Listed records ▸
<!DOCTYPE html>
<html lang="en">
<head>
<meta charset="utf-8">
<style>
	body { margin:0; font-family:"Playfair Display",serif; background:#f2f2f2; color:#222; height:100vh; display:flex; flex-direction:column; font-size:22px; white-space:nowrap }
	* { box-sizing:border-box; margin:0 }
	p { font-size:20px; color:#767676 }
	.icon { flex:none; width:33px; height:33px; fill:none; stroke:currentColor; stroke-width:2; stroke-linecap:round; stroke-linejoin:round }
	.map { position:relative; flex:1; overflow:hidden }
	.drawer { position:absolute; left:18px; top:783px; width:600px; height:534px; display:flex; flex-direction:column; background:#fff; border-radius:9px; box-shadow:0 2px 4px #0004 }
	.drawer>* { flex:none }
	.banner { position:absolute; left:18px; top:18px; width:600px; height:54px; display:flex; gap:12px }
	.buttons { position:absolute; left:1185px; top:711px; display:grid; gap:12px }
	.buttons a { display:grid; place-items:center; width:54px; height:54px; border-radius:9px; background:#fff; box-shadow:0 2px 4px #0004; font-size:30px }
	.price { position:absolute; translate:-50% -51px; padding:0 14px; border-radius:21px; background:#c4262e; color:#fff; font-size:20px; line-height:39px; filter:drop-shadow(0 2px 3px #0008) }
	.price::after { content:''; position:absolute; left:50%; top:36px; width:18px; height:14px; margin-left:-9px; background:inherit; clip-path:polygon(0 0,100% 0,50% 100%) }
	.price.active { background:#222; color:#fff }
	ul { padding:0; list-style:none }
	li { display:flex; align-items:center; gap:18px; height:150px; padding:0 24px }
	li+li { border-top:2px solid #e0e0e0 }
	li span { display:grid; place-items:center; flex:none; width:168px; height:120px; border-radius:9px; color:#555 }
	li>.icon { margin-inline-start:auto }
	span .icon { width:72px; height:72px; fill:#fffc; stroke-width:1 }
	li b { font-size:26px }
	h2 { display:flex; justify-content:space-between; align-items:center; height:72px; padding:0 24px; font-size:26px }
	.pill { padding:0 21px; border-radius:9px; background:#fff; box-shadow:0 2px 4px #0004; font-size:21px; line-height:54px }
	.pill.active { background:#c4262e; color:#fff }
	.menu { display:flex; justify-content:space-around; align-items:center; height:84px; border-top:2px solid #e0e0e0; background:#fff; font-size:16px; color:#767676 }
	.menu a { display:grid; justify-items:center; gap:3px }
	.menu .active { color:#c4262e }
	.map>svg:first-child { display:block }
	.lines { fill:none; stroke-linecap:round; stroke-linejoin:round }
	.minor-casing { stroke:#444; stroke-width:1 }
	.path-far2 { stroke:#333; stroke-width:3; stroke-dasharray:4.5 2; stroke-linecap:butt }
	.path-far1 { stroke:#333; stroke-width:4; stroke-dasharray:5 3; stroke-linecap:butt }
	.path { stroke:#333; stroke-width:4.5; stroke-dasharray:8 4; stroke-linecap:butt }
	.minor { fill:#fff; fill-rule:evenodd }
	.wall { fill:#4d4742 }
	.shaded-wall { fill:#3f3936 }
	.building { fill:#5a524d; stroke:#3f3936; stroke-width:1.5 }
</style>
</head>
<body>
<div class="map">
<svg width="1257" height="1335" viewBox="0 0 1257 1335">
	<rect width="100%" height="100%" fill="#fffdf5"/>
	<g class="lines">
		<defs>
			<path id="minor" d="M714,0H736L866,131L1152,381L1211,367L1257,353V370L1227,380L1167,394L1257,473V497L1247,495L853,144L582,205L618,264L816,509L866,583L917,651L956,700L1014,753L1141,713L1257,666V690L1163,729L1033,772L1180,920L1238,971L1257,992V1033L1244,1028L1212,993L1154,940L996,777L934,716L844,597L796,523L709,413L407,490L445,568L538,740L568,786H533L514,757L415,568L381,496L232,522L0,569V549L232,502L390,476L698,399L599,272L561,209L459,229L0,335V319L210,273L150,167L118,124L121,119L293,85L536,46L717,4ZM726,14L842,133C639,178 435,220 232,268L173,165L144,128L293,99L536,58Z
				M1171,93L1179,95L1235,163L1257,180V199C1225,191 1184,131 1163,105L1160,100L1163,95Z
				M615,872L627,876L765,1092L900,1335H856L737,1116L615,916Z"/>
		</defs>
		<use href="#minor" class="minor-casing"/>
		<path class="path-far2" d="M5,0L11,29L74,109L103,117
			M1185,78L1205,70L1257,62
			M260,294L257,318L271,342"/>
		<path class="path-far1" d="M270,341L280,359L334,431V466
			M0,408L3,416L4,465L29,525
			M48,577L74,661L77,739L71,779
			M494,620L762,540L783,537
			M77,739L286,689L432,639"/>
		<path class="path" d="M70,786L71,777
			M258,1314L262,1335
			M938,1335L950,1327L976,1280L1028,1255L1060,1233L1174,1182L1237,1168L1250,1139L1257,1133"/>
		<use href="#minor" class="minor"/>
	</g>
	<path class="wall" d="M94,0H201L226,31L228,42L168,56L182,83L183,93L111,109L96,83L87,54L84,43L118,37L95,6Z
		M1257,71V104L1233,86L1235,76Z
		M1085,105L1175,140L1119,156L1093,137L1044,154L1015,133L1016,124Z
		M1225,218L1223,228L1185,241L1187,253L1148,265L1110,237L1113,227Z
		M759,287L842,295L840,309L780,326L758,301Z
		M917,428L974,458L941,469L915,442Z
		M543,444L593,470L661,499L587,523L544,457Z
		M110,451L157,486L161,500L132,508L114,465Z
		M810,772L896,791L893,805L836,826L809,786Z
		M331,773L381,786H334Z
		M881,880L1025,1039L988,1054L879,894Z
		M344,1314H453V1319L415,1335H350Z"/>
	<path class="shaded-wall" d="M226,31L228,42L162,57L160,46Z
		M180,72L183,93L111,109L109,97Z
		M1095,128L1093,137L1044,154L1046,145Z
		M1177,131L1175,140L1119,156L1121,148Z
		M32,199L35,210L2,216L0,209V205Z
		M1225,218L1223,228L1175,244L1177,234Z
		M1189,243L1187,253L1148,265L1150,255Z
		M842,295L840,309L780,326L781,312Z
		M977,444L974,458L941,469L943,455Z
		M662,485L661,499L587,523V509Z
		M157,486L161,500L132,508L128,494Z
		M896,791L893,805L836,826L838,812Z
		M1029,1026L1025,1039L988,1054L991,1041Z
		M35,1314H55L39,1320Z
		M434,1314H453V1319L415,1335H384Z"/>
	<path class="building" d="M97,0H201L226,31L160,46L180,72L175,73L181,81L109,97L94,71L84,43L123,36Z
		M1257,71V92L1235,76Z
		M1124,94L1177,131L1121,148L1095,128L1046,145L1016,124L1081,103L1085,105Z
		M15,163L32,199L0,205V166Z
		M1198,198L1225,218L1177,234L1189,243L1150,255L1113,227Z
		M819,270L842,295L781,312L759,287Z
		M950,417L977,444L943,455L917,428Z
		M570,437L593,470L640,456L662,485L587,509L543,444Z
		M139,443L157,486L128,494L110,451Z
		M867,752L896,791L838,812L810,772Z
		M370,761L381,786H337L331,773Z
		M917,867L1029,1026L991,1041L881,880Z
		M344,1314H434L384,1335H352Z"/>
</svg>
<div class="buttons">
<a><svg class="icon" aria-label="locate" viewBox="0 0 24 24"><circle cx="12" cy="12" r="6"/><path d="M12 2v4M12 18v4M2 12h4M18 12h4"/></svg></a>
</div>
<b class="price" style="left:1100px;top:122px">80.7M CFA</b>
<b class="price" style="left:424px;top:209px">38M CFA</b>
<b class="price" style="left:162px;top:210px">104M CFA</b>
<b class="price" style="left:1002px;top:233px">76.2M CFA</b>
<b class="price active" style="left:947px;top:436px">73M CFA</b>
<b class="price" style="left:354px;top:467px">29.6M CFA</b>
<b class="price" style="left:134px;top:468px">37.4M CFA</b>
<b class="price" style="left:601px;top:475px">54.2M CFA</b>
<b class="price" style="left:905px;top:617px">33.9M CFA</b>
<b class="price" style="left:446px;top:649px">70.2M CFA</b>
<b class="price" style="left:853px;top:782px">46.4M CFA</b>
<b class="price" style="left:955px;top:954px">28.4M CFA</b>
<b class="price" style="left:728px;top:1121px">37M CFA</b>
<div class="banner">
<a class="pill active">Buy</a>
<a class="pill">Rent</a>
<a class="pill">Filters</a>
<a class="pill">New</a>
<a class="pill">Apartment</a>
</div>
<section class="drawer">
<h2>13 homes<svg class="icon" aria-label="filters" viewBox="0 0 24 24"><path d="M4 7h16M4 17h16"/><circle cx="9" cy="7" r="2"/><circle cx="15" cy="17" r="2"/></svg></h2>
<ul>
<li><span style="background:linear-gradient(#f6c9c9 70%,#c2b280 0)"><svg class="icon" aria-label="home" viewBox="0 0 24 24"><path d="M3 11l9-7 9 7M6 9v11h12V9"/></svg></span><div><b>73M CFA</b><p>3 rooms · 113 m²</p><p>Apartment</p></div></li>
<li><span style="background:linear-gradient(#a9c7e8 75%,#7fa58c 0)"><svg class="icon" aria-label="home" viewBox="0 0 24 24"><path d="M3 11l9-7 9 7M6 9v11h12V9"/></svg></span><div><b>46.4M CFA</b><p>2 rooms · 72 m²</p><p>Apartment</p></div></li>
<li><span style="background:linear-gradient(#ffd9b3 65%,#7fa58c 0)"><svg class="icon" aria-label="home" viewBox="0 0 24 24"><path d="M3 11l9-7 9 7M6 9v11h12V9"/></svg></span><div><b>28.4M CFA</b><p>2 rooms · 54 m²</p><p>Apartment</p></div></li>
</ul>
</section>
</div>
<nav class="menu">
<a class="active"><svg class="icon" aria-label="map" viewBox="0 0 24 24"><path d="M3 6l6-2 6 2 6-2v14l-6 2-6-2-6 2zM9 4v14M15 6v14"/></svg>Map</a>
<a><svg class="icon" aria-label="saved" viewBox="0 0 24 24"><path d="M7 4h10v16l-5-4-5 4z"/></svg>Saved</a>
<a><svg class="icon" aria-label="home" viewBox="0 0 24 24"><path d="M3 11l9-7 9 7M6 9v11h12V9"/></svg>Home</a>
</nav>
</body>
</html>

...

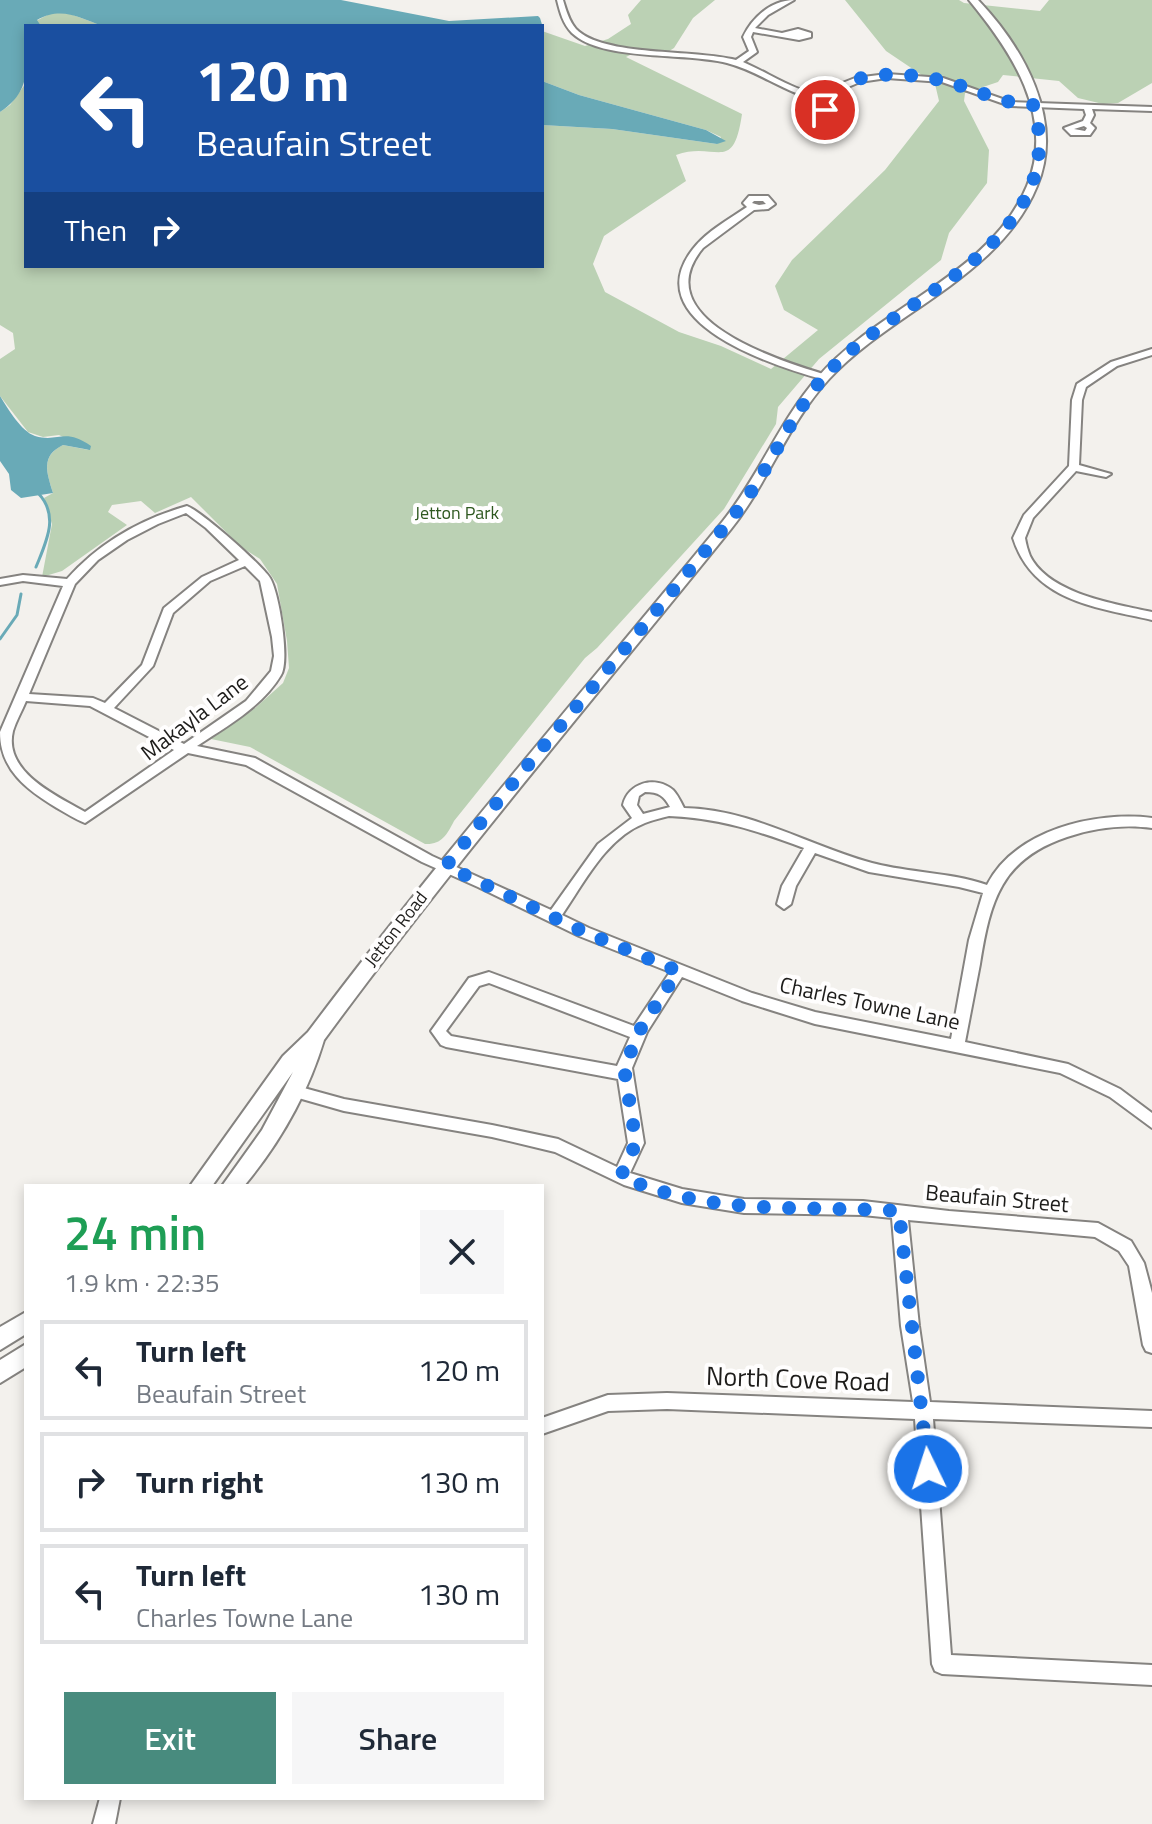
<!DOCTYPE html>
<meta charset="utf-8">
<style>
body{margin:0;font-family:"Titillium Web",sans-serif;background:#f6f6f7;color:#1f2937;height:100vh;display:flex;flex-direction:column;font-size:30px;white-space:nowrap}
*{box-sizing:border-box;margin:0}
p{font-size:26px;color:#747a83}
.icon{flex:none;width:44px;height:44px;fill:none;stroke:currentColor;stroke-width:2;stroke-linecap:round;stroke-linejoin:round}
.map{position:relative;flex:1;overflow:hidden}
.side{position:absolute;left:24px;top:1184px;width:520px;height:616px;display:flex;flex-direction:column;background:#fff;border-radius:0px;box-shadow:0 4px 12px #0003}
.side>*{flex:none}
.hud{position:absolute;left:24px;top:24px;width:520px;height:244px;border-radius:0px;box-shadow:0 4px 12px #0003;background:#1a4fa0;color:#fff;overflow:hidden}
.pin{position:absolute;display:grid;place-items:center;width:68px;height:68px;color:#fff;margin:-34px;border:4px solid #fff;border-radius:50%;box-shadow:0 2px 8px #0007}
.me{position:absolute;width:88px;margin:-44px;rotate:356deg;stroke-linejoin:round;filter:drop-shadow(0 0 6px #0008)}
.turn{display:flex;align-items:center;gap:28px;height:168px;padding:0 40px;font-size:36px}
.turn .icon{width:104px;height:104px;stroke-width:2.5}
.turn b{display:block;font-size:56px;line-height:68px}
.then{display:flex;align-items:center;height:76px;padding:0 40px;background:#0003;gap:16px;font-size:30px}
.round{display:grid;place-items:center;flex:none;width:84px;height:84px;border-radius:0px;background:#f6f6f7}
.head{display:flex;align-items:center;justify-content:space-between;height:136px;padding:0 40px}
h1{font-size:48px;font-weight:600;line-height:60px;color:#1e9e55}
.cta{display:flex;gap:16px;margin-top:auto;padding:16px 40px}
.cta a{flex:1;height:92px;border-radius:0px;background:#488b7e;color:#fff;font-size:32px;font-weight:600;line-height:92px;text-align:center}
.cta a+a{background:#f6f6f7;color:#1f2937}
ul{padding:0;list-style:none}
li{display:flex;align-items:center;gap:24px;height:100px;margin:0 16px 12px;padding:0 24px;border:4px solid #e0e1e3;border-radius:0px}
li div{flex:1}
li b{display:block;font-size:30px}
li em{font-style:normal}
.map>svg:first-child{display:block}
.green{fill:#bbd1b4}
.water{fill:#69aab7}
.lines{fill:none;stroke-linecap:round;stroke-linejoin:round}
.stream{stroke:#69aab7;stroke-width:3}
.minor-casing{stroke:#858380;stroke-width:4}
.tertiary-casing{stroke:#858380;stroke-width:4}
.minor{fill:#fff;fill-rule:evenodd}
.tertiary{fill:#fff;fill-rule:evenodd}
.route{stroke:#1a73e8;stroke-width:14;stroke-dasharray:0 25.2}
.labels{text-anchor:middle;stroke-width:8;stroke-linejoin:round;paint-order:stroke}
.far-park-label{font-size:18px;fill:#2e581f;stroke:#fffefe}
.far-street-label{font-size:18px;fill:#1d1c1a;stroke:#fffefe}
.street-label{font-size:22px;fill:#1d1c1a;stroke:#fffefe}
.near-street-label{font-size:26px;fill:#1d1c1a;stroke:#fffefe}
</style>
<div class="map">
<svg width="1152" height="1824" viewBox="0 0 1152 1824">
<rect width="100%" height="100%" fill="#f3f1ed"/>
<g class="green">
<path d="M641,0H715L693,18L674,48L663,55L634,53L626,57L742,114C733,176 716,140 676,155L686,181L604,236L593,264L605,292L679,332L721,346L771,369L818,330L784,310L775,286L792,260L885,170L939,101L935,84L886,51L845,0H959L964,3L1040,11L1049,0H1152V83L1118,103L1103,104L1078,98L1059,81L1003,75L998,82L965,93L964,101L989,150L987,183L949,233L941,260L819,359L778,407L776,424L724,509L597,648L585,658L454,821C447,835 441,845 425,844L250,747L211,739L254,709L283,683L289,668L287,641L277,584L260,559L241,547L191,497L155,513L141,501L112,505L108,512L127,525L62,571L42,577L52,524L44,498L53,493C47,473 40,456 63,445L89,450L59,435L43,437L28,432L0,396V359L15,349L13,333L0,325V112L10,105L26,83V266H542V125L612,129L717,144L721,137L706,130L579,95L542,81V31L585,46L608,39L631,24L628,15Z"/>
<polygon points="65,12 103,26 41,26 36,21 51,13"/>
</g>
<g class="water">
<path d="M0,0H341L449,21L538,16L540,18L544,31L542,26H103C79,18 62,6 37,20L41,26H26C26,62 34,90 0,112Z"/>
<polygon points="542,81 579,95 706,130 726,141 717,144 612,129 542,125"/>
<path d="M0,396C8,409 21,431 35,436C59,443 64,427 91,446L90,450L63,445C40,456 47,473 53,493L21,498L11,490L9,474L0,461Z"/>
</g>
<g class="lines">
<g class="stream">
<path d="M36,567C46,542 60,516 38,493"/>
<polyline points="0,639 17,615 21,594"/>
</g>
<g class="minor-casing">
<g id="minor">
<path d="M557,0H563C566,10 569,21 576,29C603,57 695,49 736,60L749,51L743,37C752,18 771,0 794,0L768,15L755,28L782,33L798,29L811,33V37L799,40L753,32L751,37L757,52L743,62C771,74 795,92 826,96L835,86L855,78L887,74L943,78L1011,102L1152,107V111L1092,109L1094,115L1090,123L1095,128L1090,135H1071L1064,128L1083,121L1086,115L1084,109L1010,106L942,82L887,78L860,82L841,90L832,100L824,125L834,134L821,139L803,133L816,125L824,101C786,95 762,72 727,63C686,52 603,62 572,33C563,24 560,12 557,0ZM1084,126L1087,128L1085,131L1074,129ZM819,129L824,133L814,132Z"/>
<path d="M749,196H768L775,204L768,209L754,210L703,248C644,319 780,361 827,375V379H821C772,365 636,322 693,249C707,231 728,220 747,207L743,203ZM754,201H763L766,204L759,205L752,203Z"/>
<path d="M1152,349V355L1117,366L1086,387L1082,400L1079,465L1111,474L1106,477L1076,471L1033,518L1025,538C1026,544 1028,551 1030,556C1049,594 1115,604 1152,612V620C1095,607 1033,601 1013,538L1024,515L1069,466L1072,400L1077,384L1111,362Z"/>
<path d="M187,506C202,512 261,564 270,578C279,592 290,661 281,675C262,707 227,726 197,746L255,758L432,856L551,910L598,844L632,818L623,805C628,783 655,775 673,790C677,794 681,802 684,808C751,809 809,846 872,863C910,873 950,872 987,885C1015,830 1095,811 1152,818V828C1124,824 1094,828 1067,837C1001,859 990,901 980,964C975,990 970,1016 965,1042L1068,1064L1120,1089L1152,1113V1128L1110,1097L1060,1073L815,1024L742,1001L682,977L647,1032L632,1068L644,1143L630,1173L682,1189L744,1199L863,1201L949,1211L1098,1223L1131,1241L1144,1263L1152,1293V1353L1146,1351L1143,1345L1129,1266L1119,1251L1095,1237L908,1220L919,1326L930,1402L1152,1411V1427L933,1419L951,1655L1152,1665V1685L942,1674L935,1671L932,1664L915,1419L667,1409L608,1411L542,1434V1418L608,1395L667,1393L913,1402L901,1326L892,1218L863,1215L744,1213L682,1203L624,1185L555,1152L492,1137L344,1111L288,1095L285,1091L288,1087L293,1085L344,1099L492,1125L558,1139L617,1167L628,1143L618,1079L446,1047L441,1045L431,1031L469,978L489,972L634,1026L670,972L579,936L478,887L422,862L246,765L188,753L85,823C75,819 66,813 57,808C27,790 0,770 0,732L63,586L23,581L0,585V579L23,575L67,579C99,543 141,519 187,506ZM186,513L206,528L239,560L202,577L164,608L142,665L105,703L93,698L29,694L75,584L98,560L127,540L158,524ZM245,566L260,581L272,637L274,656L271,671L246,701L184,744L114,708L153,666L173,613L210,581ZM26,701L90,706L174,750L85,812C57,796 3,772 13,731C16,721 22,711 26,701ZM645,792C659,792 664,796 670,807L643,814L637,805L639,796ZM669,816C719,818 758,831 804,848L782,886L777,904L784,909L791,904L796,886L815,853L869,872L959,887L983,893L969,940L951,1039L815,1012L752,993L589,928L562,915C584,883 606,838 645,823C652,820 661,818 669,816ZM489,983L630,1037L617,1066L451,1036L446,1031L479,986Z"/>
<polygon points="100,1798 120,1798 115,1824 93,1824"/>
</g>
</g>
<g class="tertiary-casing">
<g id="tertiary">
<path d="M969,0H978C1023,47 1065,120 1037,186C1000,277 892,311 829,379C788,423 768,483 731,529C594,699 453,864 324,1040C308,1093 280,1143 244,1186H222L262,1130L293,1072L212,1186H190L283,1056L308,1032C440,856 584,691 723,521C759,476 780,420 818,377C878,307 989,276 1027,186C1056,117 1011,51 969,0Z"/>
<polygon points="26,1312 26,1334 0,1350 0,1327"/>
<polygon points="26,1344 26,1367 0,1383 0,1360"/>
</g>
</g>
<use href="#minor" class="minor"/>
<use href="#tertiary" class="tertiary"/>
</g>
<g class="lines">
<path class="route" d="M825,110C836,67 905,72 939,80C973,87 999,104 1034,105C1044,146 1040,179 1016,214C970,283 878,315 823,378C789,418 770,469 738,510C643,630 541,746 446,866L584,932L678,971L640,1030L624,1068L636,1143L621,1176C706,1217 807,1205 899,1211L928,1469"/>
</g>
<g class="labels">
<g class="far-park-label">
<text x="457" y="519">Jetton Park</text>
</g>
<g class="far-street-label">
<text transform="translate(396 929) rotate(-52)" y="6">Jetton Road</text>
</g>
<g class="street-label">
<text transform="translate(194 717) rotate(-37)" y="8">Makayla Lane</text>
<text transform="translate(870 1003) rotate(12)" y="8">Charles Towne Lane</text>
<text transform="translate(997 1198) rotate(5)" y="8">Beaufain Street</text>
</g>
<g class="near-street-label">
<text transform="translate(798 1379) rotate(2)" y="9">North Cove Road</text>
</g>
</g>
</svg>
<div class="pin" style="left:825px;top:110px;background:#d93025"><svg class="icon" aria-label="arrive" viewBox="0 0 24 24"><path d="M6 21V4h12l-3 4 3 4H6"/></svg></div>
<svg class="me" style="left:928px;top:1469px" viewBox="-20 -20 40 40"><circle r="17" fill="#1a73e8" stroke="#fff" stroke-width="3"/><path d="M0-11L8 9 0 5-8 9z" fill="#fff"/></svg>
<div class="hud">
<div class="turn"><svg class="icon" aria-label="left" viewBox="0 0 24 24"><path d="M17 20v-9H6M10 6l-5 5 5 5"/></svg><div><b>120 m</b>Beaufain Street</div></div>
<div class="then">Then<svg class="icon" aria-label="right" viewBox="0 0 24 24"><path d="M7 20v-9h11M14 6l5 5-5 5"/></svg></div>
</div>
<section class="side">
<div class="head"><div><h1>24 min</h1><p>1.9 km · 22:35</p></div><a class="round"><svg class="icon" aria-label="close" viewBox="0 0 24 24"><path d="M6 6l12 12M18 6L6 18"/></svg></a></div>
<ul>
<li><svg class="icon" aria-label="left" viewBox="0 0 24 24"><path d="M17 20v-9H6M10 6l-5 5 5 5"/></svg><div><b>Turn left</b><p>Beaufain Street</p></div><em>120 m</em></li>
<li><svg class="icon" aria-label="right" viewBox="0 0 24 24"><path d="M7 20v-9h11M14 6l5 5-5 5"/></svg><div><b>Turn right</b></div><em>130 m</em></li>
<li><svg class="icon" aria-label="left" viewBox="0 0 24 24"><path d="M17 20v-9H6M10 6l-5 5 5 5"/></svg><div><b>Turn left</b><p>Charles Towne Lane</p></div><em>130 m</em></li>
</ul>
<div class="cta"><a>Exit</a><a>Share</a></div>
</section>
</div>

Exercise details ▸ Look over the entries for "evenodd", then copy every line that includes that string.

Result of the exercise ▸
	.minor { fill:#fff; fill-rule:evenodd }
.minor{fill:#fff;fill-rule:evenodd}
.tertiary{fill:#fff;fill-rule:evenodd}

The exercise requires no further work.